Differences between optimizing() and sampling() for IRT model

qlathrop

unread,

Jan 4, 2014, 12:12:05 AM1/4/14

to stan-...@googlegroups.com

Hello and thanks in advance for helping,

I'm trying to understand differences in results from the same model and data between sampling (NUTS) and optimizing (BFGS). If there are any additional comments or suggestions regarding the attached model or anything else they are more than welcome.

irt_test.stan is a simple IRT model set up for long data. The model is of the form resp ~ alpha * (theta_p - beta_i) where we have person p's ability theta_p, item i's difficulty beta_i, and a global discrimination parameter (equal across all items) alpha.

test_data.Rdat is some simulated data. theta ~ N(0,1), beta ~N(0,1), alpha = 1.3, complete data from 500 persons and 25 items.
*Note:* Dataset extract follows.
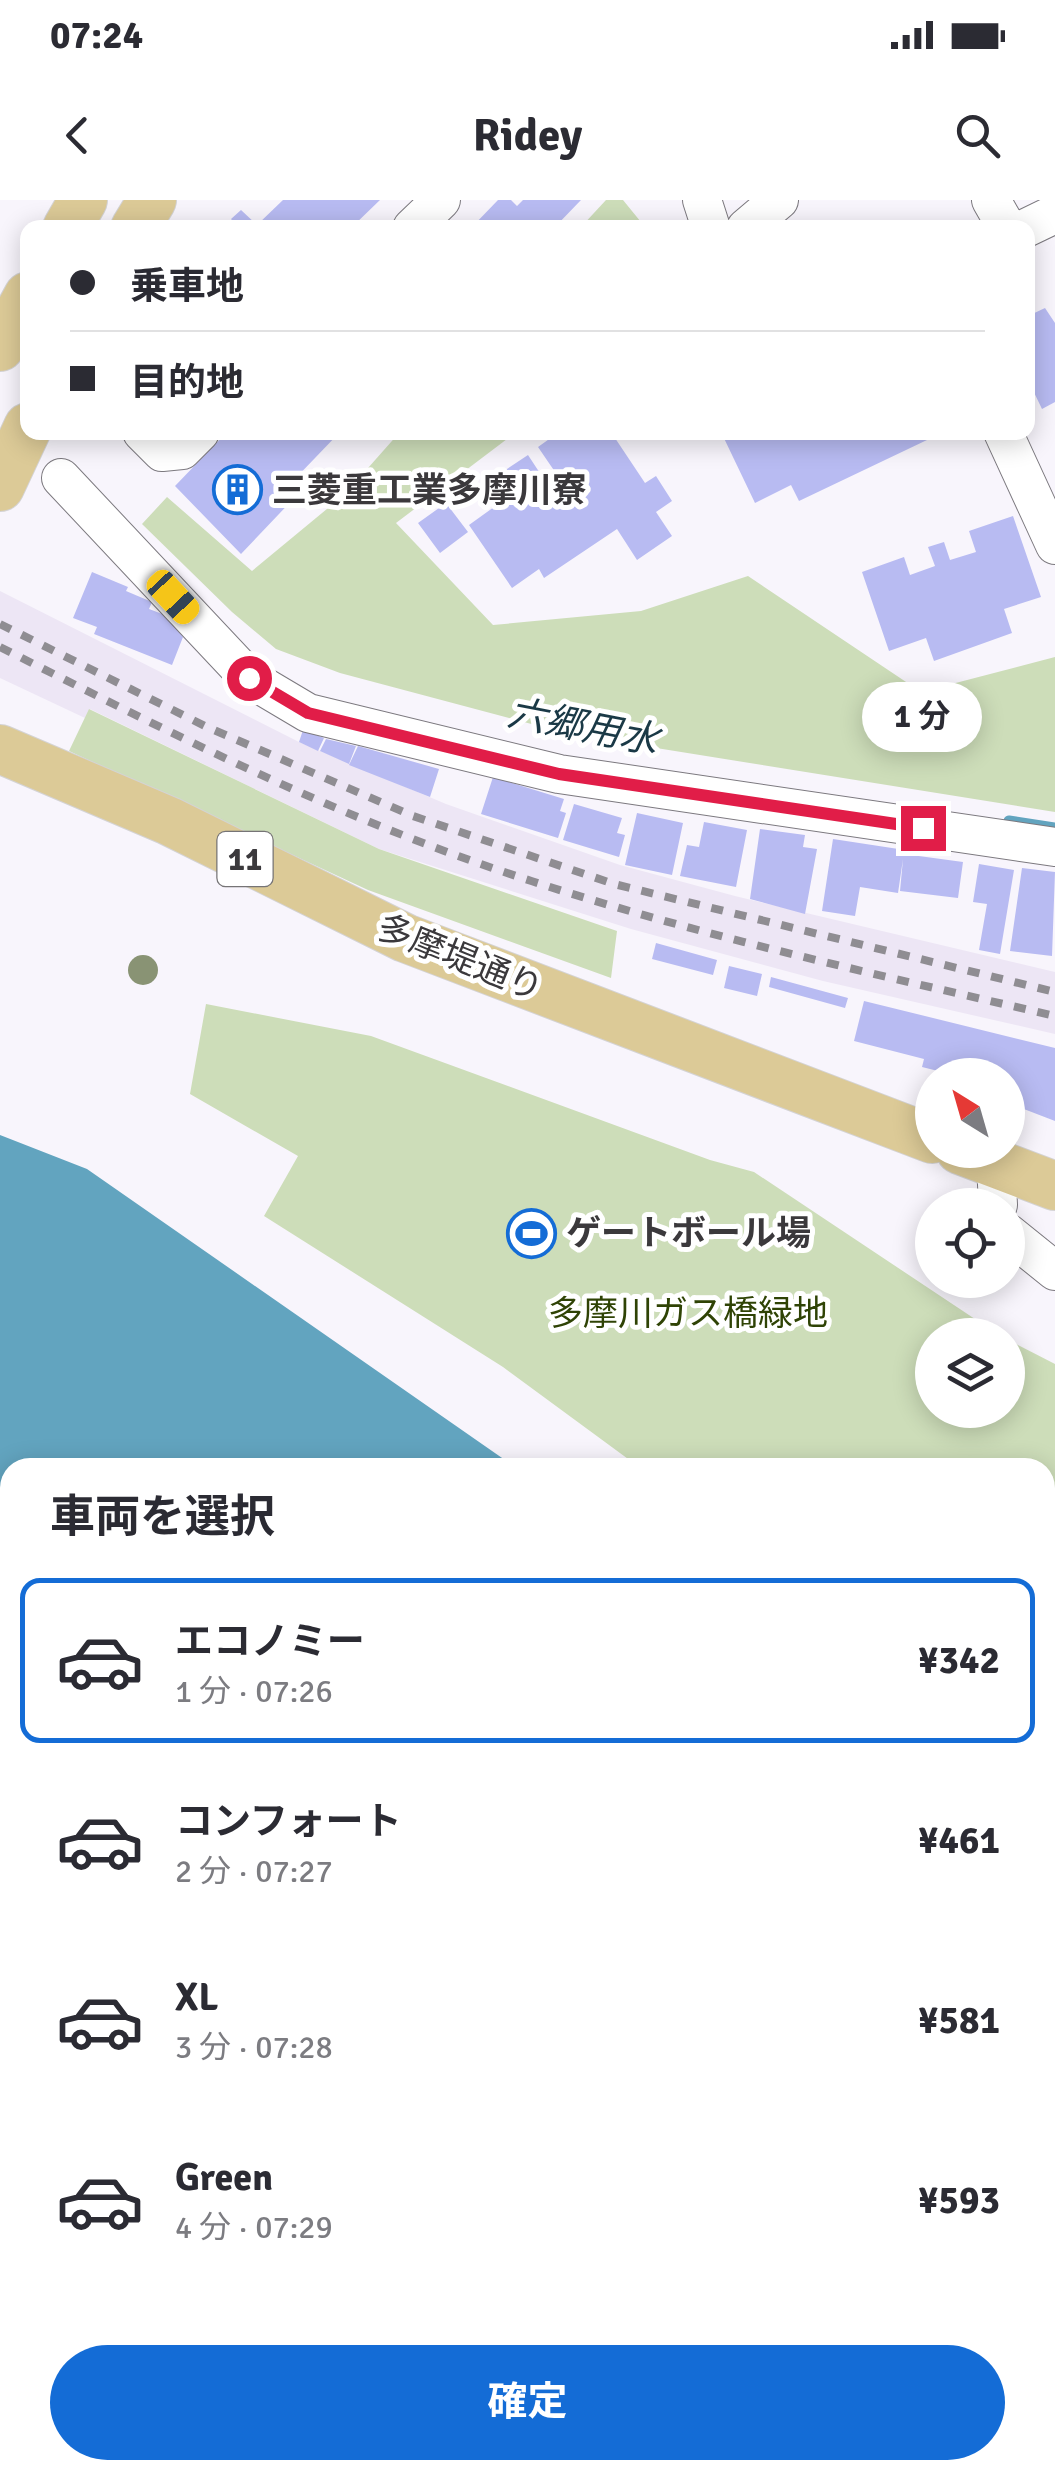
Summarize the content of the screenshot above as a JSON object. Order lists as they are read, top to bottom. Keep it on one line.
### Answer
{"streets":{"main road":["11","多摩堤通り"]},"water":["六郷用水"],"parks":["多摩川ガス橋緑地"],"places":{"building":["三菱重工業多摩川寮"],"sports":["ゲートボール場"]},"north":"top left","page":{"status":"07:24","header":"Ridey","banner":["乗車地","目的地"],"bubble":"1 分","heading":"車両を選択","list":[{"name":"エコノミー","note":"1 分 · 07:26","value":"¥342"},{"name":"コンフォート","note":"2 分 · 07:27","value":"¥461"},{"name":"XL","note":"3 分 · 07:28","value":"¥581"},{"name":"Green","note":"4 分 · 07:29","value":"¥593"}],"buttons":"確定"}}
Then in R, compile the model, then sample from the posterior and optimize:

load("test_data.Rdat") #list of named objects, called testData

testModel <- stan(file = "irt_test.stan", iter = 1, chains = 1, data = testData)

outSample <- stan(fit = testModel, data = testData, pars = c("alpha", "beta", "theta"), iter = 800, warmup = 400, chains = 2)

outOptim <- optimizing(testModel@stanmodel, data = testData, hessian = T)

I understand that sampling and finding the posterior mode are two different things. I just didn't expect them to be this different. The indeterminacy in IRT can be solved with priors (as discussed by Bob Carpenter here). With Bob's suggested priors, from sampling I get

lp__ = -5994.2

posterior of alpha mean = 1.22, sd = .0475

sd across posterior means of theta = 0.947

which is close to the simulated scale (although that was a population and this is a sample), and expected by the theta ~ normal(0,1) prior. But with optimizing(), the scale is vastly different:

lp__ = -5461.13

alpha = 18.60, se = .3439 note: the se here is from sqrt(diag(solve(-outOptim$hessian))), comments?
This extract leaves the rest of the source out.